Continual learning remains challenging due to catastrophic forgetting, where neural networks lose previously acquired knowledge when learning new tasks. Inspired by memory consolidation in neuroscience, we propose FSC-Net (Fast-Slow Consolidation Networks), a dual-network architecture that separates rapid task learning from gradual knowledge consolidation. Our method employs a fast network (NN1) for immediate adaptation to new tasks and a slow network (NN2) that consolidates knowledge through distillation and replay. Within the family of MLP-based NN1 variants we evaluated, consolidation effectiveness is driven more by methodology than architectural embellishments -- a simple MLP outperforms more complex similarity-gated variants by 1.2pp. Through systematic hyperparameter analysis, we observed empirically that pure replay without distillation during consolidation achieves superior performance, consistent with the hypothesis that distillation from the fast network introduces recency bias. On Split-MNIST (30 seeds), FSC-Net achieves 91.71% +/- 0.62% retention accuracy, a +4.27pp gain over the fast network alone (87.43% +/- 1.27%, paired t=23.585, p < 1e-10). On Split-CIFAR-10 (5 seeds), our method achieves 33.31% +/- 0.38% retention with an +8.20pp gain over the fast network alone (25.11% +/- 1.61%, paired t=9.75, p < 1e-3), demonstrating +8.20pp gain, though absolute performance (33.31%) remains modest and below random expectation, highlighting need for stronger backbones.
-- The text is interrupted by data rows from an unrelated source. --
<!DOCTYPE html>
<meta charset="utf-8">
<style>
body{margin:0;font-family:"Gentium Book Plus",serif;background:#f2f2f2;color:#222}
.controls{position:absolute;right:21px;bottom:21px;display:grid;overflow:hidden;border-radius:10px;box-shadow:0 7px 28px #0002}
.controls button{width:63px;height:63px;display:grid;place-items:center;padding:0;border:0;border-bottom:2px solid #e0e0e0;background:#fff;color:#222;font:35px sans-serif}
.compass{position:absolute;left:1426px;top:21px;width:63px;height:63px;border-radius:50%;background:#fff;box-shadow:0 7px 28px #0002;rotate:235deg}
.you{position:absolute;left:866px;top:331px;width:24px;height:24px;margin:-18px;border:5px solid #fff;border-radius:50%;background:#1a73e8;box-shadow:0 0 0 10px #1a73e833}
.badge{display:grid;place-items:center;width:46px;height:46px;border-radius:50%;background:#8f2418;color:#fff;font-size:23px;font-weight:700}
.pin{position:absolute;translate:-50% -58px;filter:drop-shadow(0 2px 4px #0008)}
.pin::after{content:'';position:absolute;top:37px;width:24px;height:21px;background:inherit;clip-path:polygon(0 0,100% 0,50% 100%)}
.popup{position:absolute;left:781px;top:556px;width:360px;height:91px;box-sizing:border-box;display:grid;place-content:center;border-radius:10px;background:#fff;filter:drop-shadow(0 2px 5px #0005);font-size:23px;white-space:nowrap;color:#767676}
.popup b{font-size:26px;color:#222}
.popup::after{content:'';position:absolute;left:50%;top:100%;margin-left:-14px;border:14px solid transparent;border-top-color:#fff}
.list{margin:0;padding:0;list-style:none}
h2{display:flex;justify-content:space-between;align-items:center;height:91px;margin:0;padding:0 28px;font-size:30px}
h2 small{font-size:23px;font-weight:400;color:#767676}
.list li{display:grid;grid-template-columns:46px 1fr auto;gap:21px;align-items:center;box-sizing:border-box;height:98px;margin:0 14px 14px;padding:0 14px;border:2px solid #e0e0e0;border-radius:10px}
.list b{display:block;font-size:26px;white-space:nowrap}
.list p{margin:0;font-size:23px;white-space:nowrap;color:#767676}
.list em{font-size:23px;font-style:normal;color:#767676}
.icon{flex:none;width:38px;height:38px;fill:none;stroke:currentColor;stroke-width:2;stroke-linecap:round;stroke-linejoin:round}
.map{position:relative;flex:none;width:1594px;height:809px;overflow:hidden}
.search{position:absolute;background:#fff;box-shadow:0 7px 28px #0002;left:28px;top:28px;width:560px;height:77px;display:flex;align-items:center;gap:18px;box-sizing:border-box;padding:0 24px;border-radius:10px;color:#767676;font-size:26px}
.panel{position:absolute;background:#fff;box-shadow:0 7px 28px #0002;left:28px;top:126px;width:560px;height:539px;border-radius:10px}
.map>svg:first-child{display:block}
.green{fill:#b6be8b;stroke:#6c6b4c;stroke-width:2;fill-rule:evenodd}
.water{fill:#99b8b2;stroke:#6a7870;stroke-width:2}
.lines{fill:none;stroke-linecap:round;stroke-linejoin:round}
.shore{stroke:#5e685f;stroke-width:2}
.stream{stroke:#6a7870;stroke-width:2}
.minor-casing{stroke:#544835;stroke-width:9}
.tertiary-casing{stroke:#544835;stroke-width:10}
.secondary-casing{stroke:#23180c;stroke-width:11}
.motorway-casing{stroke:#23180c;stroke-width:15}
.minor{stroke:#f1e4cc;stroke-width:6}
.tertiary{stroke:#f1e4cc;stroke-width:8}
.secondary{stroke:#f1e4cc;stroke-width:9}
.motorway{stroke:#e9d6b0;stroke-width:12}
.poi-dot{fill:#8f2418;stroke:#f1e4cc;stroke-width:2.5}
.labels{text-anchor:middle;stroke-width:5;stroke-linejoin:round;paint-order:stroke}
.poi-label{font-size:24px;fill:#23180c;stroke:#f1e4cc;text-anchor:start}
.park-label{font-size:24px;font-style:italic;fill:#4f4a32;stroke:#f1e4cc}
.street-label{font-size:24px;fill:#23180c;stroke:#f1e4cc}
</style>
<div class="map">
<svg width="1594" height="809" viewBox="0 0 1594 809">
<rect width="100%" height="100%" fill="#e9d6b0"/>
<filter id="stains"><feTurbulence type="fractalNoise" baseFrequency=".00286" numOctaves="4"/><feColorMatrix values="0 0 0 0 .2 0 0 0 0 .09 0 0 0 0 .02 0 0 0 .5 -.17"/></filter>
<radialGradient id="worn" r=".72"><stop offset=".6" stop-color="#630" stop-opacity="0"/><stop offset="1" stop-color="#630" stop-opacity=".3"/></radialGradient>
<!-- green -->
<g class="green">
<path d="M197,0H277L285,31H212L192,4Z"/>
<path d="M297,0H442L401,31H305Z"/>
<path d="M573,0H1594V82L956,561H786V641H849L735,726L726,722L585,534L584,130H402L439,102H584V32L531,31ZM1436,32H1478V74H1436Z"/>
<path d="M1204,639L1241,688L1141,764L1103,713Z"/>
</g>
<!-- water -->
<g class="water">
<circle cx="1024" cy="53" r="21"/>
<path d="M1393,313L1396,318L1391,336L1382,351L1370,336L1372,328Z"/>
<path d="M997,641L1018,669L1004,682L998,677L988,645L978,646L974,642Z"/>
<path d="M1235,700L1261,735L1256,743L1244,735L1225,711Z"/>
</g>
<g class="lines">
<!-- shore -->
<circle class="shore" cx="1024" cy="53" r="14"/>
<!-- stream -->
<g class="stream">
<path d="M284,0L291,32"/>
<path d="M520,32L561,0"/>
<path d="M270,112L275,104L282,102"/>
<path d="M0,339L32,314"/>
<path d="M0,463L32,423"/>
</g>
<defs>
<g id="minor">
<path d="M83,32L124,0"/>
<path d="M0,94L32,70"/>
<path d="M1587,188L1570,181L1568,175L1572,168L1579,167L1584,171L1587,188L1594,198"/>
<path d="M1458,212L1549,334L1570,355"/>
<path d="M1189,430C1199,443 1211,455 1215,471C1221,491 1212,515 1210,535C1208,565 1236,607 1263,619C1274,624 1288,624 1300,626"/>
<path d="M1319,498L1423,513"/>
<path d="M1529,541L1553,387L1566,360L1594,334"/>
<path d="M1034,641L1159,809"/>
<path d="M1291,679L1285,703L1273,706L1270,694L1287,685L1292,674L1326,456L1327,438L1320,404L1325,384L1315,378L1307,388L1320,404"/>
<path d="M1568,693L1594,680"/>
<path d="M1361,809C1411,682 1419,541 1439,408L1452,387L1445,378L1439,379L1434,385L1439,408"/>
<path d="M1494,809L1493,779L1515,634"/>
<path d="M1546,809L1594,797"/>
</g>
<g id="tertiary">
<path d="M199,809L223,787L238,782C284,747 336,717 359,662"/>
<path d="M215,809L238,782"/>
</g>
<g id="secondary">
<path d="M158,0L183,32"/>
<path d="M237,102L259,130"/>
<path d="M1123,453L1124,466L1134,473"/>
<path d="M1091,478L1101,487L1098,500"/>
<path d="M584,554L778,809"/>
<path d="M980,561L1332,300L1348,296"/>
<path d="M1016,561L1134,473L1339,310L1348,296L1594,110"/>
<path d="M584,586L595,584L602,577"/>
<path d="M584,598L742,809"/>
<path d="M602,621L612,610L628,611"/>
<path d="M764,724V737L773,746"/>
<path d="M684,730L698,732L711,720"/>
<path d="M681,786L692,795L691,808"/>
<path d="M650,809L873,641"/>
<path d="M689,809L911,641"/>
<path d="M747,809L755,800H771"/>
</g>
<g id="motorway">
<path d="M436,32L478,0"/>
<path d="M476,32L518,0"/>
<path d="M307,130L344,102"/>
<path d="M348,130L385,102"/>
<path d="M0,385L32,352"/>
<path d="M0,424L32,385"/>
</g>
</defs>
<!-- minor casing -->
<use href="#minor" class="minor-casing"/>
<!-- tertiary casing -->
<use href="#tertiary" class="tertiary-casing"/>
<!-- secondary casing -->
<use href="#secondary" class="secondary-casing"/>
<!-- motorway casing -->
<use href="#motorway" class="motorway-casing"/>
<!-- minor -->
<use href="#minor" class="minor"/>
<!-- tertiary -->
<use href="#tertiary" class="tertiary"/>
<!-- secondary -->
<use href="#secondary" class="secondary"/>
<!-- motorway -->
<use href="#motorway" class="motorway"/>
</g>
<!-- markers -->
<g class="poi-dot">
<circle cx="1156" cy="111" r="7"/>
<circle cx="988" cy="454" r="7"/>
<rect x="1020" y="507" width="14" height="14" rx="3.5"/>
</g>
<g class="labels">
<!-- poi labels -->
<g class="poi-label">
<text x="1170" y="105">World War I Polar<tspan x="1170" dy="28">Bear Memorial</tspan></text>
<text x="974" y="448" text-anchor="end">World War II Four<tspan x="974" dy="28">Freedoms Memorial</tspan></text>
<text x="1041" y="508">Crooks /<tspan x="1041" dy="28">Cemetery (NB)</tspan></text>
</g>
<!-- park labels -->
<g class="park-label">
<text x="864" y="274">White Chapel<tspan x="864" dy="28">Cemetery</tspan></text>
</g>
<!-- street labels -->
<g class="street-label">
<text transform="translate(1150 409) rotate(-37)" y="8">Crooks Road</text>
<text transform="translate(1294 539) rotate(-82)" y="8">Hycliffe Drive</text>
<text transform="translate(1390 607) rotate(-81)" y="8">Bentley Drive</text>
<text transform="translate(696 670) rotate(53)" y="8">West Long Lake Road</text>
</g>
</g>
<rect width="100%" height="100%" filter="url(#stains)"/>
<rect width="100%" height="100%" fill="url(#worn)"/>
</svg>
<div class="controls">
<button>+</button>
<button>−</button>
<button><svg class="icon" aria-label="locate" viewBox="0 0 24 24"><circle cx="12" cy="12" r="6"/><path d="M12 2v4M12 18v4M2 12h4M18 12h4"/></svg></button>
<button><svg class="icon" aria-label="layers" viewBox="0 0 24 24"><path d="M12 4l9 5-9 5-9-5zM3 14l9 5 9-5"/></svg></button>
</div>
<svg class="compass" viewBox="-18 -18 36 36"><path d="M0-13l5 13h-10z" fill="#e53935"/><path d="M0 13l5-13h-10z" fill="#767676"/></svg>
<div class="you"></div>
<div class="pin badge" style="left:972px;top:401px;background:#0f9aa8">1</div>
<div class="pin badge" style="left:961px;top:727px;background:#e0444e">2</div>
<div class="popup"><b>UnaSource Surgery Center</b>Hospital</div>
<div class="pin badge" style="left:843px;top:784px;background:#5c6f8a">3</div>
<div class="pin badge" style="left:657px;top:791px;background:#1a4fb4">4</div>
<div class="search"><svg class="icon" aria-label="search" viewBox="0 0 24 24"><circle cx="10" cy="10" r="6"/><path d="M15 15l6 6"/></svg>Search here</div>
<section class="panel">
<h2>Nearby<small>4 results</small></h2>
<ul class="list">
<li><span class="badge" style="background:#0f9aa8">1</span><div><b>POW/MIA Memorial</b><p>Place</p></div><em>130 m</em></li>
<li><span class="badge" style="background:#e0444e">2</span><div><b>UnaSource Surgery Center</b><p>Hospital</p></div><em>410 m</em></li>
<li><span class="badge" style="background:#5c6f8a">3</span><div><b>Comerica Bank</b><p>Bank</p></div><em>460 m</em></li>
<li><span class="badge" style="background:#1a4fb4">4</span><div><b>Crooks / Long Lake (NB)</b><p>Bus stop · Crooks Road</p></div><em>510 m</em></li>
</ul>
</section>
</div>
Our results provide empirical evidence that the dual-timescale consolidation mechanism, rather than architectural complexity, is central to mitigating catastrophic forgetting in this setting.

Paper Structure

This paper contains 40 sections, 6 equations, 3 figures, 8 tables, 2 algorithms.

Figures (3)

  • Figure 1: FSC-Net architecture overview. The system employs dual networks: NN1 (fast, red) rapidly adapts to new tasks with a high learning rate ($10^{-3}$), while NN2 (slow, teal) consolidates knowledge with a lower learning rate ($5\times10^{-4}$). Input $x$ feeds both networks, with NN1 providing a summary embedding $s$ to NN2. The replay buffer stores samples from all tasks for offline consolidation. During task training, knowledge distillation ($\lambda=0.3$) helps NN2 track NN1's adaptation. During offline consolidation, pure replay ($\lambda=0$) provides superior performance by avoiding recency bias from NN1's task-specific predictions.
  • Figure 2: Split-MNIST results across 30 seeds ($\lambda$=0.0 investigation). Top-left: Distribution of final retention shows NN2 consistently outperforms NN1. Top-right: Retention degrades across tasks but NN2 maintains higher accuracy. Bottom-left: Box plot shows NN2's tighter distribution (0.62% std vs 1.27%). Bottom-right: Summary statistics validate ablation findings. Raw data: results/simple_mlp/csv/split_mnist_30seeds_final_20251111_143325.csv.
  • Figure 3: Hyperparameter sensitivity analysis on Split-MNIST (seed 42). Performance is robust to initialization (30-seed validation confirms this), though robustness to hyperparameter choice itself was not systematically evaluated due to single-seed tuning.